What this task involves:
How many lines in the records below contain the word "lists"? State only that number.

--------------------------------------------------

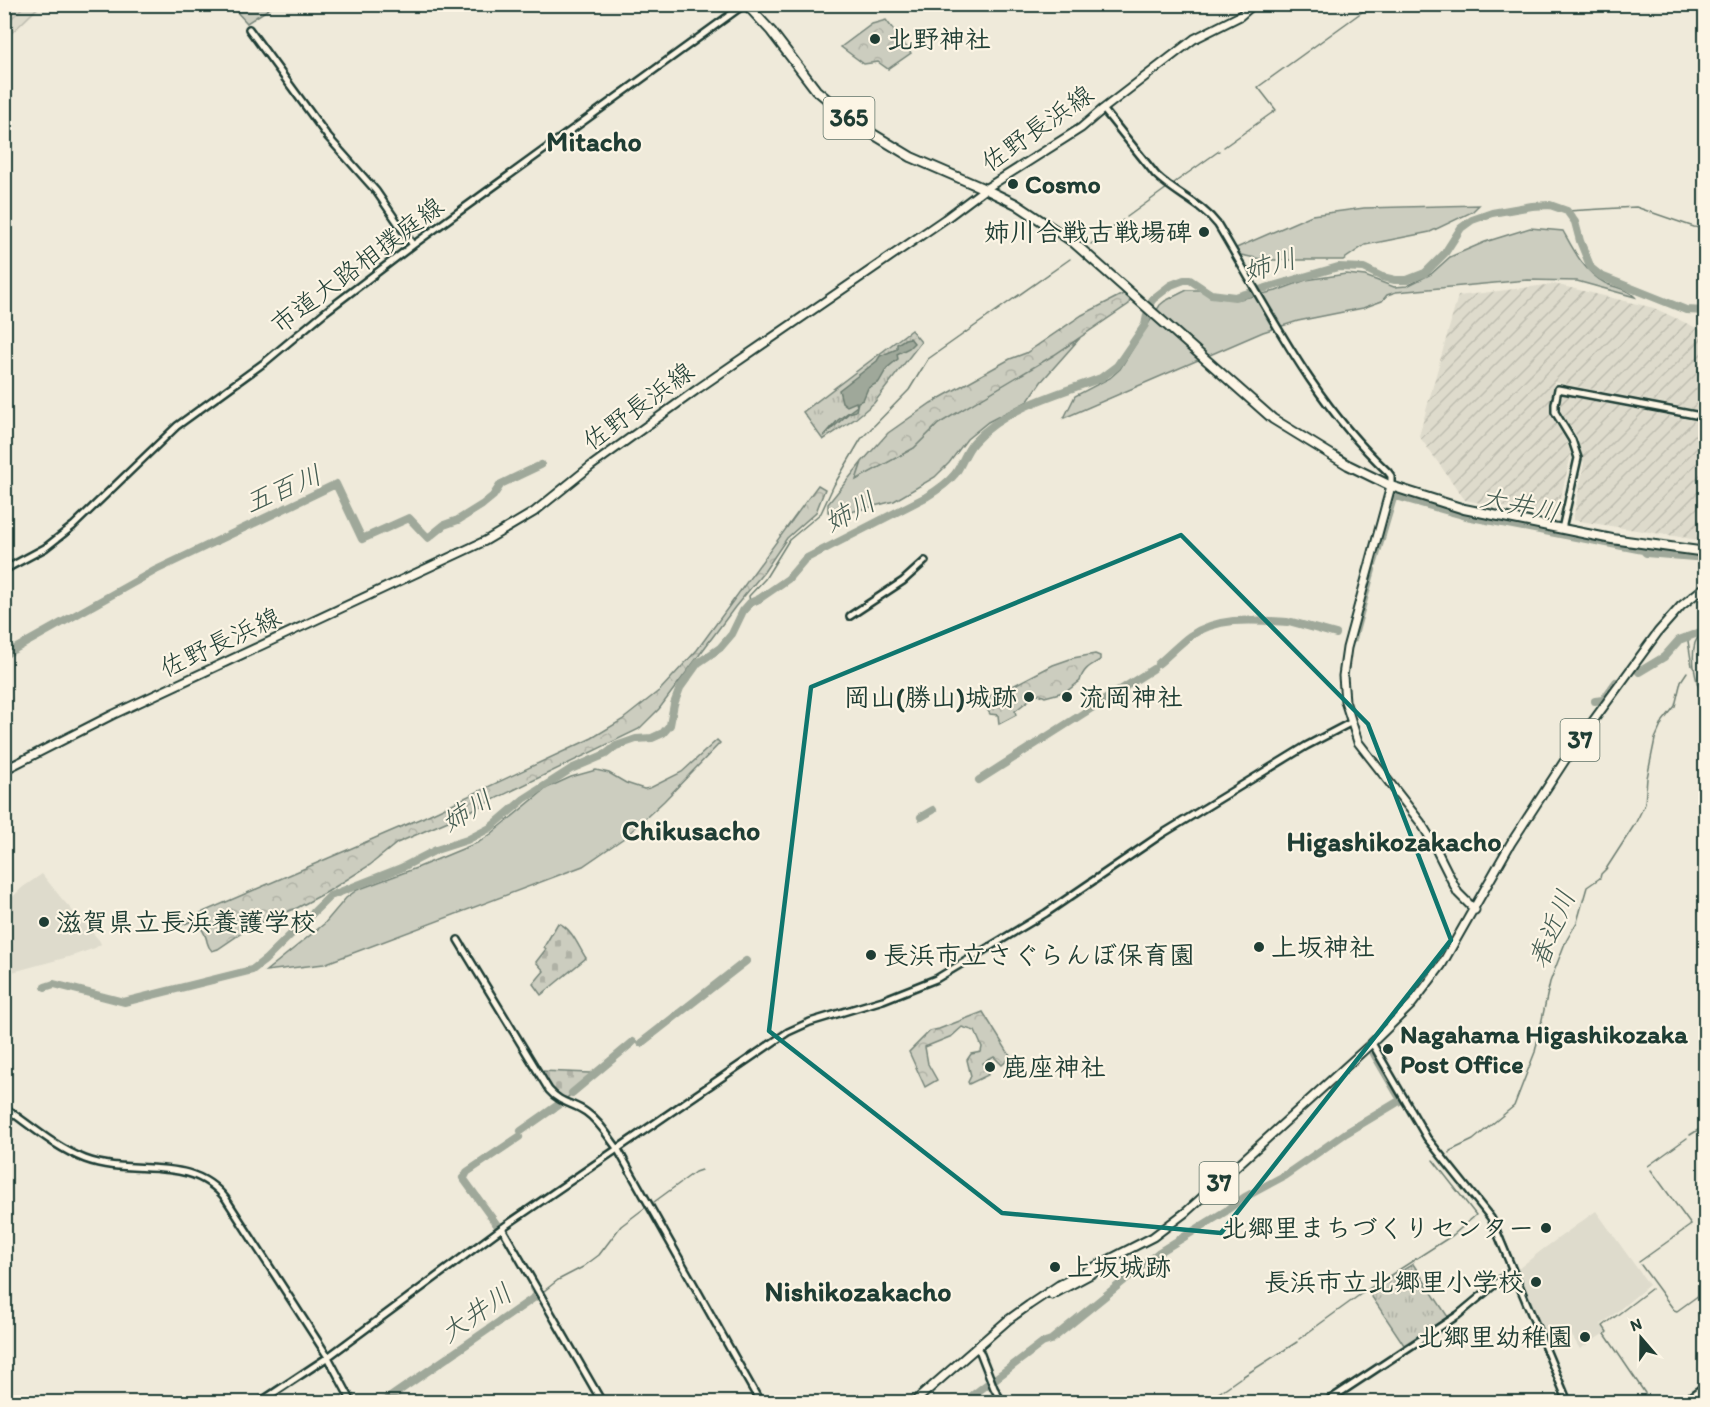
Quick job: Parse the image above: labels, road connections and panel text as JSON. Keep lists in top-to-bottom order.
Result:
{
  "streets": {
    "highway": ["365"],
    "main road": ["佐野長浜線", "37"],
    "street": ["市道大路相撲庭線"]
  },
  "crossings": [
    ["365", "佐野長浜線"],
    ["365", "市道大路相撲庭線"]
  ],
  "districts": [
    "Mitacho",
    "Chikusacho",
    "Higashikozakacho",
    "Nishikozakacho"
  ],
  "water": [
    "姉川",
    "五百川",
    "大井川",
    "春近川"
  ],
  "places": [
    "北野神社",
    "Cosmo",
    "姉川合戦古戦場碑",
    "岡山(勝山)城跡",
    "流岡神社",
    "滋賀県立長浜養護学校",
    "上坂神社",
    "長浜市立さぐらんぼ保育園",
    "Nagahama Higashikozaka Post Office",
    "鹿座神社",
    "北郷里まちづくりセンター",
    "上坂城跡",
    "長浜市立北郷里小学校",
    "北郷里幼稚園"
  ],
  "north": "top"
}
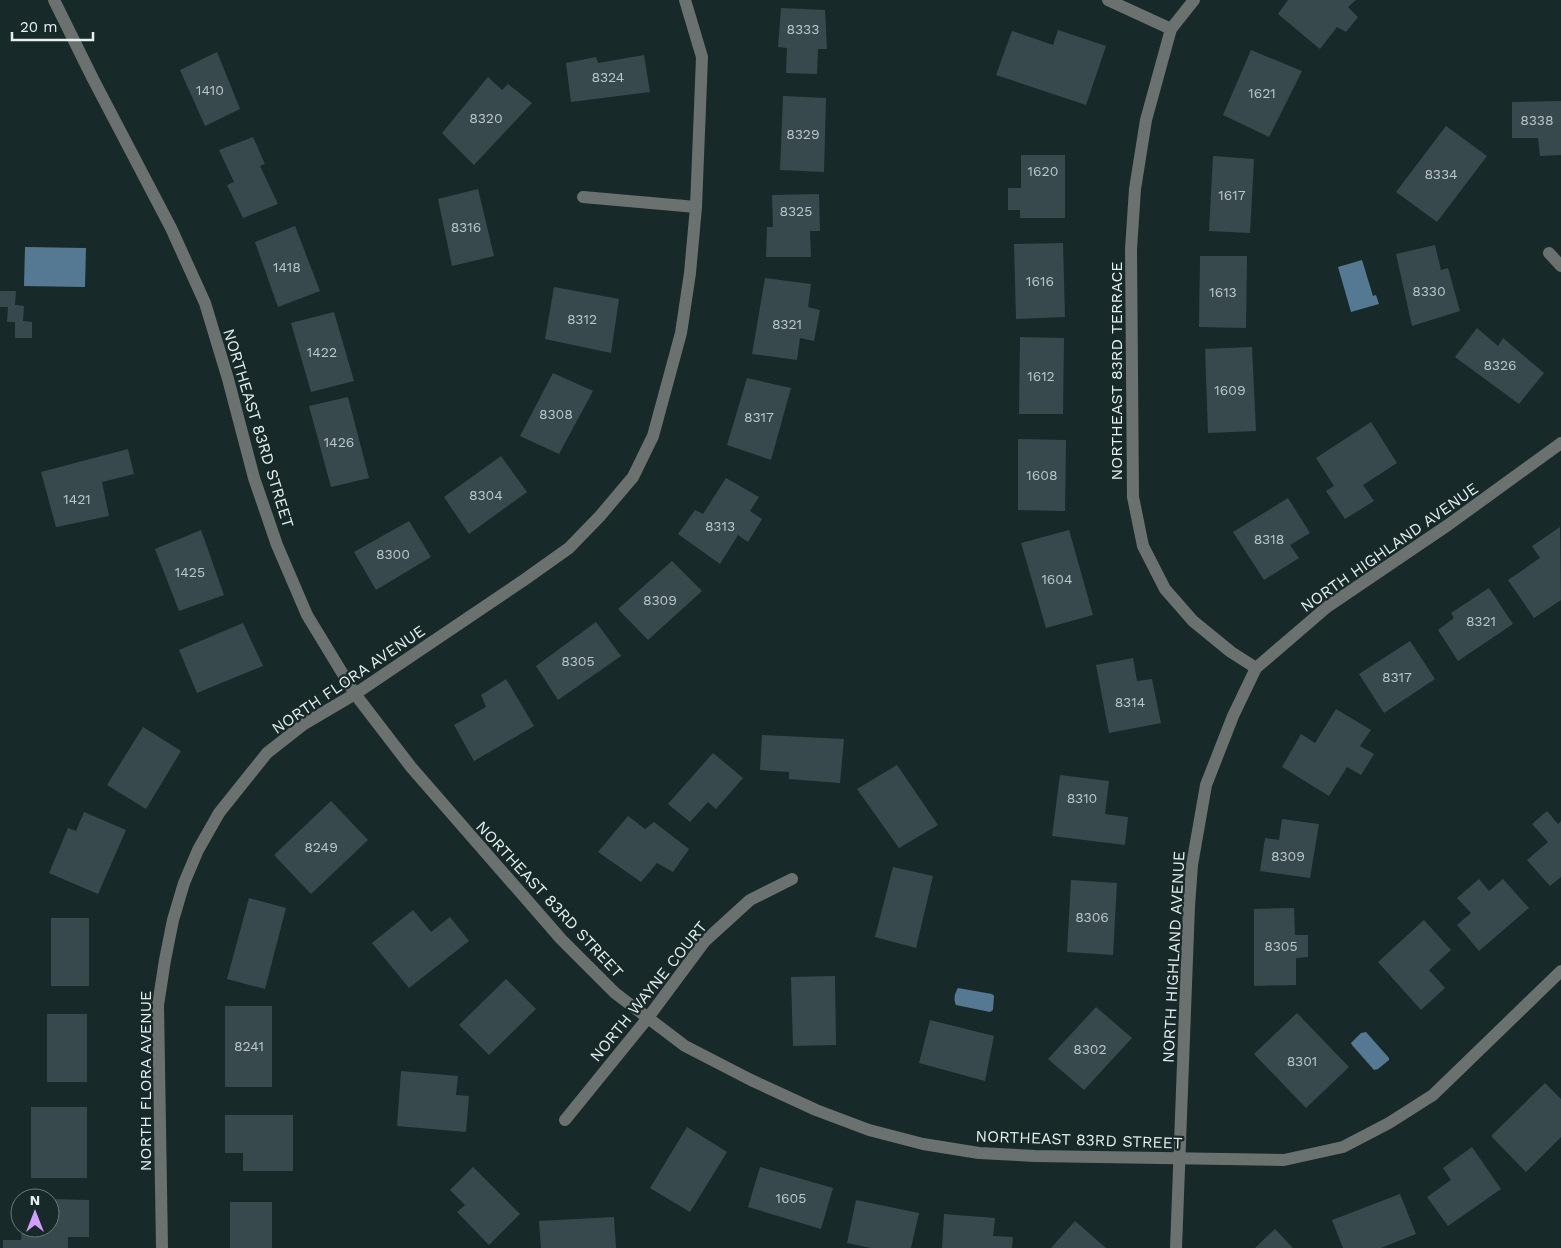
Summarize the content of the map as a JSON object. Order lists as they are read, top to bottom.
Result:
{
  "streets": {
    "street": [
      "NORTHEAST 83RD TERRACE",
      "NORTHEAST 83RD STREET",
      "NORTH HIGHLAND AVENUE",
      "NORTH FLORA AVENUE",
      "NORTH WAYNE COURT"
    ]
  },
  "crossings": [
    ["NORTHEAST 83RD TERRACE", "NORTH HIGHLAND AVENUE"],
    ["NORTHEAST 83RD STREET", "NORTH HIGHLAND AVENUE"],
    ["NORTHEAST 83RD STREET", "NORTH FLORA AVENUE"],
    ["NORTHEAST 83RD STREET", "NORTH WAYNE COURT"]
  ],
  "house_numbers": [
    "8333",
    "8324",
    "1410",
    "1621",
    "8320",
    "8338",
    "8329",
    "1620",
    "8334",
    "1617",
    "8325",
    "8316",
    "1418",
    "1616",
    "8330",
    "1613",
    "8312",
    "8321",
    "1422",
    "8326",
    "1612",
    "1609",
    "8308",
    "8317",
    "1426",
    "1608",
    "8304",
    "1421",
    "8313",
    "8318",
    "8300",
    "1425",
    "1604",
    "8309",
    "8321",
    "8305",
    "8317",
    "8314",
    "8310",
    "8249",
    "8309",
    "8306",
    "8305",
    "8241",
    "8302",
    "8301",
    "1605"
  ],
  "scale_bar": "20 m",
  "north": "top"
}
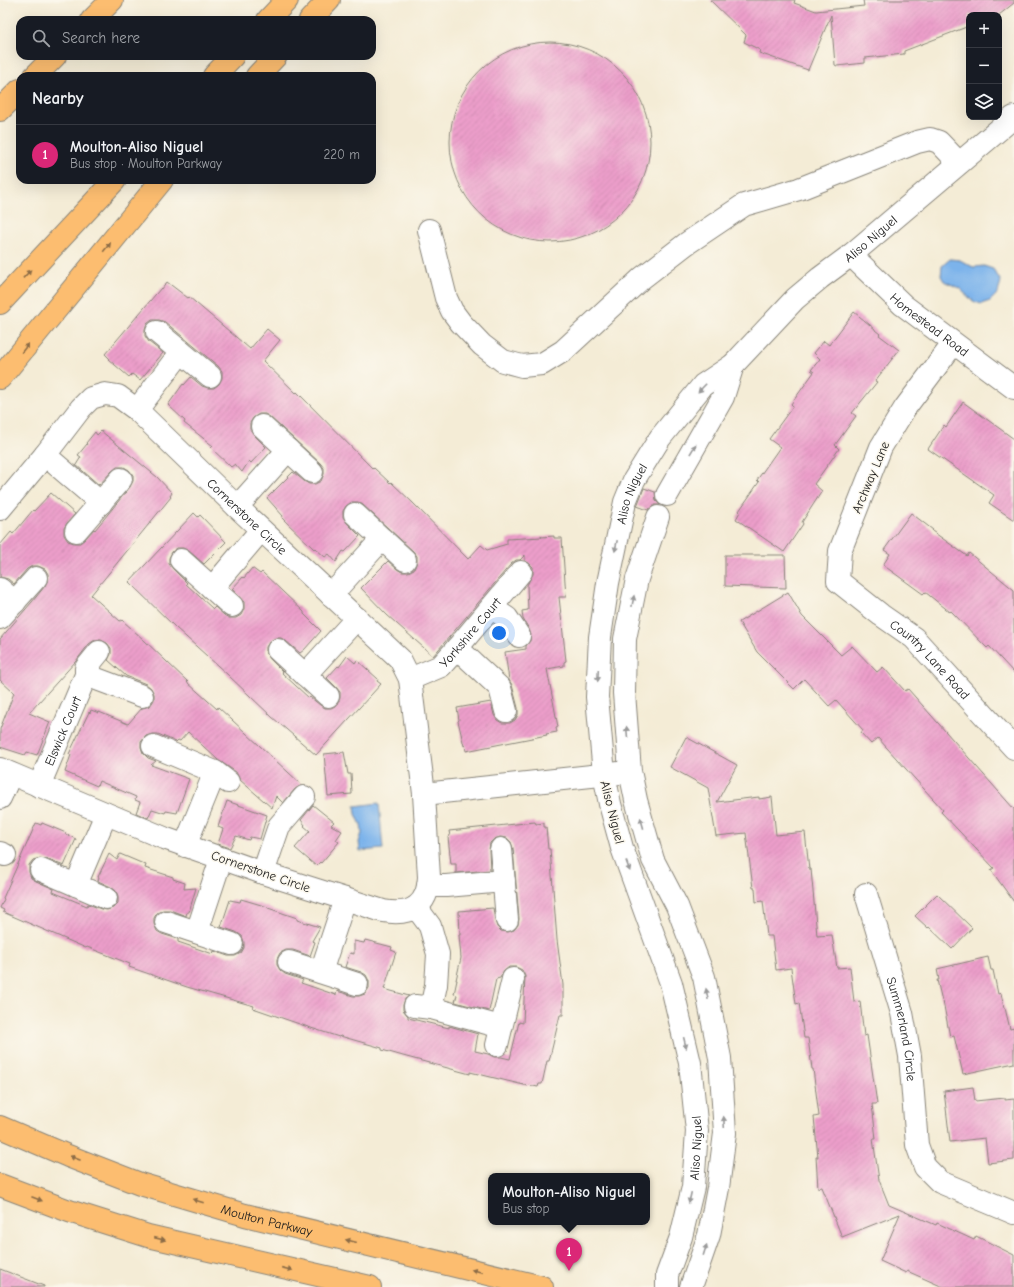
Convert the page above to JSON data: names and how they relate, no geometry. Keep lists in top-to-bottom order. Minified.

--------------------------------------------------

Your response:
3